The history of ‘il David’ di Michelangelo
Upon its completion Michelangelo’s contemporary, the great architect Giorgio Vasari went on to issue a very poetic description of it. When you are not far from the academia gallery you can get a full and unobstructed view of this magnificent work of marble stone.
The work on David had already been commissioned 36 years earlier in 1464 by the museum Vestry board but the artists Duccio Agostino and Rosselino Antonio rejected the massive marble block.

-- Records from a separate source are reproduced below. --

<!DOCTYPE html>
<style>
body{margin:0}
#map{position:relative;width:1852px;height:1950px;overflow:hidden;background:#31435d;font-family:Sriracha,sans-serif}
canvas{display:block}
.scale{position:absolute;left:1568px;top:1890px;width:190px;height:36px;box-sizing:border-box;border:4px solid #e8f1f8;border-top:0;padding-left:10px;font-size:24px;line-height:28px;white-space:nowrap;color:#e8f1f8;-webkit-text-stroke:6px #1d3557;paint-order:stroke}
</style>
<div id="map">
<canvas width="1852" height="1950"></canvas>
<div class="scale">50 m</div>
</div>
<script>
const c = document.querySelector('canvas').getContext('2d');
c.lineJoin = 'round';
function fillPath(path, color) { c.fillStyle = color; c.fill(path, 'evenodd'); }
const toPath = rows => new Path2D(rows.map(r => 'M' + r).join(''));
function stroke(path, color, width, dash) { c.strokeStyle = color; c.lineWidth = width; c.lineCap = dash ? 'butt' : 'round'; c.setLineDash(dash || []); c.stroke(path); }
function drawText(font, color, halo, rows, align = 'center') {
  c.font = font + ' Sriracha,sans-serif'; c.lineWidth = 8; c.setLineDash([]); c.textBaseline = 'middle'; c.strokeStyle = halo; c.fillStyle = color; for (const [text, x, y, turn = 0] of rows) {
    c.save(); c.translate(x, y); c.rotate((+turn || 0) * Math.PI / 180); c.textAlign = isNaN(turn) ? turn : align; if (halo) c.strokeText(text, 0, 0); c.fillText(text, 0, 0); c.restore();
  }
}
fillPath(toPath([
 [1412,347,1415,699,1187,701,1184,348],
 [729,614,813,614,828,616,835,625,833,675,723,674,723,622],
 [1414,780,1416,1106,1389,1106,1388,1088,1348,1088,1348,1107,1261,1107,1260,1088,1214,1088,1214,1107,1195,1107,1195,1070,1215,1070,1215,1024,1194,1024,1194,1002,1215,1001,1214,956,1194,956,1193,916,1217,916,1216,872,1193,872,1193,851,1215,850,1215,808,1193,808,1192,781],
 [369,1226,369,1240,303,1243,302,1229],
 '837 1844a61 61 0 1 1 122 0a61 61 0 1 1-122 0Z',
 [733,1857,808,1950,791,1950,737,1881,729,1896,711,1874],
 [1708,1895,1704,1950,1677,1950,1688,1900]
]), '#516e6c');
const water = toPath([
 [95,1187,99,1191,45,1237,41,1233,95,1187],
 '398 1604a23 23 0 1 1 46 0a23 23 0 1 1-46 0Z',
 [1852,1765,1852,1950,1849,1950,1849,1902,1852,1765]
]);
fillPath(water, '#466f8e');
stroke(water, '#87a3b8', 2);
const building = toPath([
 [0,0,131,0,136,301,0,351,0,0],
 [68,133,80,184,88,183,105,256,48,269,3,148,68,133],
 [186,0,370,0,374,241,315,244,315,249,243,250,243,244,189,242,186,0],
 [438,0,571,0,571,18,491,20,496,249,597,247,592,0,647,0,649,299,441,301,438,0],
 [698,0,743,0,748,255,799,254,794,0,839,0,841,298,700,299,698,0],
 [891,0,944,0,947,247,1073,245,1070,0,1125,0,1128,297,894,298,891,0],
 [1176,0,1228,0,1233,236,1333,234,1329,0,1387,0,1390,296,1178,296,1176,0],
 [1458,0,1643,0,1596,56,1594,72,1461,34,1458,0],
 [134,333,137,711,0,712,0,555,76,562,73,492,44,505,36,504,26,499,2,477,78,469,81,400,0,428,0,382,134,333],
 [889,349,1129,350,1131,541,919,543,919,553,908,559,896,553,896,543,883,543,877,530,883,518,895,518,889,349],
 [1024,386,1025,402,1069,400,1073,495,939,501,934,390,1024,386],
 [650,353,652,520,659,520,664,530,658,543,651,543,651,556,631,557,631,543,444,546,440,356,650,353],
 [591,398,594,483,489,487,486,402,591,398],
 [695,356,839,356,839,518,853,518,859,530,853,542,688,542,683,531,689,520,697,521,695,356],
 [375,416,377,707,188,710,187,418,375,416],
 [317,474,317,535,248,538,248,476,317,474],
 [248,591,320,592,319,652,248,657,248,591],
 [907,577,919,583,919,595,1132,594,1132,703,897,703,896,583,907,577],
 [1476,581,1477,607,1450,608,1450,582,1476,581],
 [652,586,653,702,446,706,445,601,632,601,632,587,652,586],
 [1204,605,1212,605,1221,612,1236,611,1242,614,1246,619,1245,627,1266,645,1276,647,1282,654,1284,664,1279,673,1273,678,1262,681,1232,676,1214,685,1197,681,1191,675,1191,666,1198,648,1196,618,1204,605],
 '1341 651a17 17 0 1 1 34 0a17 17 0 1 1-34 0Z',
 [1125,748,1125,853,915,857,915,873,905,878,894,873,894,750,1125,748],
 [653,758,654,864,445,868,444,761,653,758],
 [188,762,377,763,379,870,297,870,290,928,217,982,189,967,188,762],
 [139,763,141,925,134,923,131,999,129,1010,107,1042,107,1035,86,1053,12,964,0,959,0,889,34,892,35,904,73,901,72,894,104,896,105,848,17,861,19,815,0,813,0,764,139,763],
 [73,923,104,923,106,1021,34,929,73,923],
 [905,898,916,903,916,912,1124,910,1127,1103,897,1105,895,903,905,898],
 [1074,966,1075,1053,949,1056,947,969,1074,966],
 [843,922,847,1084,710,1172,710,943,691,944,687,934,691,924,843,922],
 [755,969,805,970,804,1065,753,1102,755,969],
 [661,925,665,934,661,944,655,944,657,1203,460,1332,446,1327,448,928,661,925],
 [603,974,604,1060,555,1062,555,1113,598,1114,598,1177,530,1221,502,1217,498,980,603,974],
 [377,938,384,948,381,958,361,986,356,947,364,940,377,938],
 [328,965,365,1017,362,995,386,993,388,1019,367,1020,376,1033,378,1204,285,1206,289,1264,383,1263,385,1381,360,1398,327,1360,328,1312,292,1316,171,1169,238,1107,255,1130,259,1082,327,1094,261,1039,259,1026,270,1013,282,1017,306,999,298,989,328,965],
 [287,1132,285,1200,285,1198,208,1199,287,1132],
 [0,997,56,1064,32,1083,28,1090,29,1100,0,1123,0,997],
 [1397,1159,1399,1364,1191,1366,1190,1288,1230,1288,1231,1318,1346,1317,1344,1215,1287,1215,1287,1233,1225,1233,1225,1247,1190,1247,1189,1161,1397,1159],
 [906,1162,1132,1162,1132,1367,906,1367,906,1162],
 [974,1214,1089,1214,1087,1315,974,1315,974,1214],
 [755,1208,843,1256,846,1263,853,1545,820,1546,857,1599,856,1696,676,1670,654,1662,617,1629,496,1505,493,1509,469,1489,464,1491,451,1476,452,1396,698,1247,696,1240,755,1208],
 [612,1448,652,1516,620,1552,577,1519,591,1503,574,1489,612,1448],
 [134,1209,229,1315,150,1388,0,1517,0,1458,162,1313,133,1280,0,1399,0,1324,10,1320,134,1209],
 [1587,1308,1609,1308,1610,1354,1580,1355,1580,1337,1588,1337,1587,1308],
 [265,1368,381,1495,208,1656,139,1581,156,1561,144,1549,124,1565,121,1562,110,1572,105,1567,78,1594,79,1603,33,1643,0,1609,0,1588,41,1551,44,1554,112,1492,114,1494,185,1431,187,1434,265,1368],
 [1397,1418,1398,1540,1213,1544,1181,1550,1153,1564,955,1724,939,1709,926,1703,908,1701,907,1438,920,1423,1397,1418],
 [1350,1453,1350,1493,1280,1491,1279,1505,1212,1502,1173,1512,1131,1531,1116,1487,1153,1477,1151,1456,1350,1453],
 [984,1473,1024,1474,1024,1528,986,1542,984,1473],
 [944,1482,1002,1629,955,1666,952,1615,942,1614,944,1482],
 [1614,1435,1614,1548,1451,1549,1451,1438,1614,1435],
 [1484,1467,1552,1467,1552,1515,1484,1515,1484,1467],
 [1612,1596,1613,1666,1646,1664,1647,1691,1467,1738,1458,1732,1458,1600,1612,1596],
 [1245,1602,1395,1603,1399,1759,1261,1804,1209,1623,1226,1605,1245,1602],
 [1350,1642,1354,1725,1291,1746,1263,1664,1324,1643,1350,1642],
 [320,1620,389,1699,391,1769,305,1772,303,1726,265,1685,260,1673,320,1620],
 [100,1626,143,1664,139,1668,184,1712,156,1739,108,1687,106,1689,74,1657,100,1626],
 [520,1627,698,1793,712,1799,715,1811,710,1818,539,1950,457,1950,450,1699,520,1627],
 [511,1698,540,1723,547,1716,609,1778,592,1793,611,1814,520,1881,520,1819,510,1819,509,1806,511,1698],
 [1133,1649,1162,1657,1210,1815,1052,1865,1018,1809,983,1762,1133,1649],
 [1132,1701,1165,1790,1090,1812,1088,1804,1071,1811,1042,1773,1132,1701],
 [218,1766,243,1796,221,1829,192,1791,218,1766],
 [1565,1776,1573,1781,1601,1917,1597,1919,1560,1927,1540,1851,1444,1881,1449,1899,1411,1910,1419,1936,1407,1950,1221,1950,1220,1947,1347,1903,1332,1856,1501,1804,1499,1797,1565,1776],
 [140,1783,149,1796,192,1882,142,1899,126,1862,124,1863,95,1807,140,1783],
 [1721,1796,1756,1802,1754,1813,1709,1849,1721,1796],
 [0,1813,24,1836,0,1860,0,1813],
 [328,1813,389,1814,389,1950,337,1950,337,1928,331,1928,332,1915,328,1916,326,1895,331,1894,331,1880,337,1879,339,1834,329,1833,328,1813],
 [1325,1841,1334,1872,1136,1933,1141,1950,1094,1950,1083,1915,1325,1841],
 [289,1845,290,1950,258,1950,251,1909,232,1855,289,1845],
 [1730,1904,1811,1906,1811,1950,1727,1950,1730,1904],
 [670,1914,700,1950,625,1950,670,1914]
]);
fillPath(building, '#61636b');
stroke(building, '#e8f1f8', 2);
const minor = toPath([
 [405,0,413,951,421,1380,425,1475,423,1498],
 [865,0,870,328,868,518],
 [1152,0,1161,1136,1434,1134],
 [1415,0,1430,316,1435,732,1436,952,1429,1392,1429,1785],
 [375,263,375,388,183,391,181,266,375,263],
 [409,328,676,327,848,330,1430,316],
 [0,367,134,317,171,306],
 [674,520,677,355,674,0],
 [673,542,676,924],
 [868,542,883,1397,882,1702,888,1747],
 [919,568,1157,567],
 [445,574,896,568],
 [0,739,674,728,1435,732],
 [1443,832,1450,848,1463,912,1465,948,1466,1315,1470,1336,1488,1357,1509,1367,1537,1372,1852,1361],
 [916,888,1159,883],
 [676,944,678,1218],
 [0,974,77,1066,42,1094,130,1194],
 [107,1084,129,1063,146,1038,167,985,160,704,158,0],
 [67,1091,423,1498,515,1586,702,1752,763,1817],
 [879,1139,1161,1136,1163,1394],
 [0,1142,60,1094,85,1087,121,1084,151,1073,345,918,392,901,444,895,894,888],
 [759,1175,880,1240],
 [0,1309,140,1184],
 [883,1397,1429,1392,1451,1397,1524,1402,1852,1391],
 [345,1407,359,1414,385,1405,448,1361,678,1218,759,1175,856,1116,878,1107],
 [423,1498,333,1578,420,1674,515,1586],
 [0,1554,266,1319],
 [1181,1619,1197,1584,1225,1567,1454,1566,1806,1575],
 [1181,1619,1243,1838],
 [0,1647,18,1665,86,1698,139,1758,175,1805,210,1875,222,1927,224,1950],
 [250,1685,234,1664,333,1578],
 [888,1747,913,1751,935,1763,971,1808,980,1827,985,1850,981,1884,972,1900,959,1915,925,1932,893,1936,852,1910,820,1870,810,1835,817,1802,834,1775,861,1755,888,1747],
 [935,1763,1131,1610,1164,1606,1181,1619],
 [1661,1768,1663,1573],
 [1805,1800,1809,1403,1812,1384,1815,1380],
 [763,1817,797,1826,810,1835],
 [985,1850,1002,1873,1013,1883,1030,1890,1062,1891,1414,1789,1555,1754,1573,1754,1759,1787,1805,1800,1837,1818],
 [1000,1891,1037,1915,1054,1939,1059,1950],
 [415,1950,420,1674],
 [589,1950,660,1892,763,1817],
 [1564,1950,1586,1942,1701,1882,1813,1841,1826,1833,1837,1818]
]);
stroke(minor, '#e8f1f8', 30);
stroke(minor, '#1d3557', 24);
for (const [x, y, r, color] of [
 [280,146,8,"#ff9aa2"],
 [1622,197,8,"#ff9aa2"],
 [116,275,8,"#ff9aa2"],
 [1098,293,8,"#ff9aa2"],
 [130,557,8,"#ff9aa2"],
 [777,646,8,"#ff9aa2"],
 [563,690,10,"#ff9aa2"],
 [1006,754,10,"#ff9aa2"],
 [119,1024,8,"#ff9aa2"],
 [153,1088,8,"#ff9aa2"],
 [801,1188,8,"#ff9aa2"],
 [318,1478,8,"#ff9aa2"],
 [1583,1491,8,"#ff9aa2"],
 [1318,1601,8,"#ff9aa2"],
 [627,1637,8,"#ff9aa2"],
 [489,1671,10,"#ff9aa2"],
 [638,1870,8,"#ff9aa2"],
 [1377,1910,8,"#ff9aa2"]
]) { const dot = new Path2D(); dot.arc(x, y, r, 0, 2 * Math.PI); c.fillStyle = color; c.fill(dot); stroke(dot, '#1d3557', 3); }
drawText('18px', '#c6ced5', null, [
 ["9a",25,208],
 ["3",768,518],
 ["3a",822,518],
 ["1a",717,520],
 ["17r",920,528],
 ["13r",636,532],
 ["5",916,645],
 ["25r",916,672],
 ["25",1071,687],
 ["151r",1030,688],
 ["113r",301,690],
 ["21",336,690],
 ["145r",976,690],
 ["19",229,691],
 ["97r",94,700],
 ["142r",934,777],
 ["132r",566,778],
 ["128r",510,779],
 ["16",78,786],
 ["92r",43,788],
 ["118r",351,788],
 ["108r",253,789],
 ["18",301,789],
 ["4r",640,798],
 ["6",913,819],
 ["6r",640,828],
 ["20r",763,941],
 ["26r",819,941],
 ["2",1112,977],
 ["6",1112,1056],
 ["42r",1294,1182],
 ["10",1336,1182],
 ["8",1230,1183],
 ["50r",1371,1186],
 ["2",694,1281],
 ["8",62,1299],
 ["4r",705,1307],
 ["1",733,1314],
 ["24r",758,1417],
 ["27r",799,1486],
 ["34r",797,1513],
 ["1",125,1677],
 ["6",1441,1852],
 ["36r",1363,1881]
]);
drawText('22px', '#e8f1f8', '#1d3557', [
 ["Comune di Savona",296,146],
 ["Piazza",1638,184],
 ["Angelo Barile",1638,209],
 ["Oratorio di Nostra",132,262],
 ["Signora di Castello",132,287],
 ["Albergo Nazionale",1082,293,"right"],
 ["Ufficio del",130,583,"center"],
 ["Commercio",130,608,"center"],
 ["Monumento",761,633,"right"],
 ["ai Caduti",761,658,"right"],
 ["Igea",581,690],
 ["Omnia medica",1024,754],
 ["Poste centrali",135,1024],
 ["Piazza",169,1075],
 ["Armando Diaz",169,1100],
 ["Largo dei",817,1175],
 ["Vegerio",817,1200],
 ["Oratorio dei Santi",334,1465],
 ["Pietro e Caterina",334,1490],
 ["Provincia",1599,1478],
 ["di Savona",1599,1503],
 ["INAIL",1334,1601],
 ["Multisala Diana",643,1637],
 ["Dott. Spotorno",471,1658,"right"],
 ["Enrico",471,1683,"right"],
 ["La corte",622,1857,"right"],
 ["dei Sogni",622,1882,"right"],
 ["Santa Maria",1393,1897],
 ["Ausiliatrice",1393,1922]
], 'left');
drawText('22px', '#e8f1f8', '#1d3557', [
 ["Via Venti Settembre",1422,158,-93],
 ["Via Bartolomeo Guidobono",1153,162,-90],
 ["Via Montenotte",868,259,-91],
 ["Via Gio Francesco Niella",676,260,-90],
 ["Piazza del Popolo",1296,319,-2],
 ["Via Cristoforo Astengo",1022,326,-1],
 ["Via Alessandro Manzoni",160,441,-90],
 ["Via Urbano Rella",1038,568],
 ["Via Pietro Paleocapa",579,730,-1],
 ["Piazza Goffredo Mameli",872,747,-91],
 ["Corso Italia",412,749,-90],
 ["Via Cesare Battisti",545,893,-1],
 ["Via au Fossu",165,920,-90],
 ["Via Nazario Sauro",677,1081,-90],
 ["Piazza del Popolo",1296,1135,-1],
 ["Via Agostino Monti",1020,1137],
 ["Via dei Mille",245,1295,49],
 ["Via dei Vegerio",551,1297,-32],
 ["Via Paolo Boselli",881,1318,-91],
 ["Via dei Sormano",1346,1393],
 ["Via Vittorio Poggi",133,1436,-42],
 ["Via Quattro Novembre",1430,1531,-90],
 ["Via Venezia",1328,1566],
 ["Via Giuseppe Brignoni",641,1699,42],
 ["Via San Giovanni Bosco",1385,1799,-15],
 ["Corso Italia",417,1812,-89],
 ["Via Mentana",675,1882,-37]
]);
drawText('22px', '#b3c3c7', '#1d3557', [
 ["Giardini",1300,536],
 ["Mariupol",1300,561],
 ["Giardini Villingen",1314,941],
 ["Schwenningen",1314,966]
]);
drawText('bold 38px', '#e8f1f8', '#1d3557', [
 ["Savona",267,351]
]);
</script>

So the marble rock lay on the courtyard of the vestry board for 25 more years. Michelangelo was 25 years old and already one of the most prolific and brilliant sculptors in Florence when he accepted the challenge, to design the statue of David in 1501.
While the Opera dell Duomo committee had established a statute of David, Michelangelo surpassed their interpretations and expectations. David is a historical figure chronicled in the book of 1 Samuel in which the Israelites are caught up in a protracted battle with the nation of Philistine. Goliath, the hefty Philistine warrior delivers major casualties to the Israeli Army time and again. David a young shepherd whose brothers are already in the war takes up the challenge and with the help of a sling and five stones he takes on Goliath and kills him.
Verrocchio, Donatello and Ghiberti all portrayed David as the warrior while their archival Michelangelo depicted him in the pre-war moment. Michelangelo portrays David as tensed up, alert and resting on the famed contrapposto pose with his full weight borne by one leg and the other foot pressed forward. This makes his waist and shoulders to rest in opposing positions in a way that curves his torso sideways.
In the sculpture the sling belonging to David is partially hidden behind him. It is believed that Michelangelo worked on this edifice in secrecy. He worked through the sun and rian and most of the time slept in his shoes and clothing as depicted by his biographer Ascanio Condivi.
When he finished sculpting it, more than 30 artists were consulted on where the statue should be kept. Nine different locations suggested. Eventually it took forty men, four days to move the 14 foot tall structure to Piazza della Signoria. This became its final resting point until 1873, when it was moved into the current position at the Galleria dell’Accademia.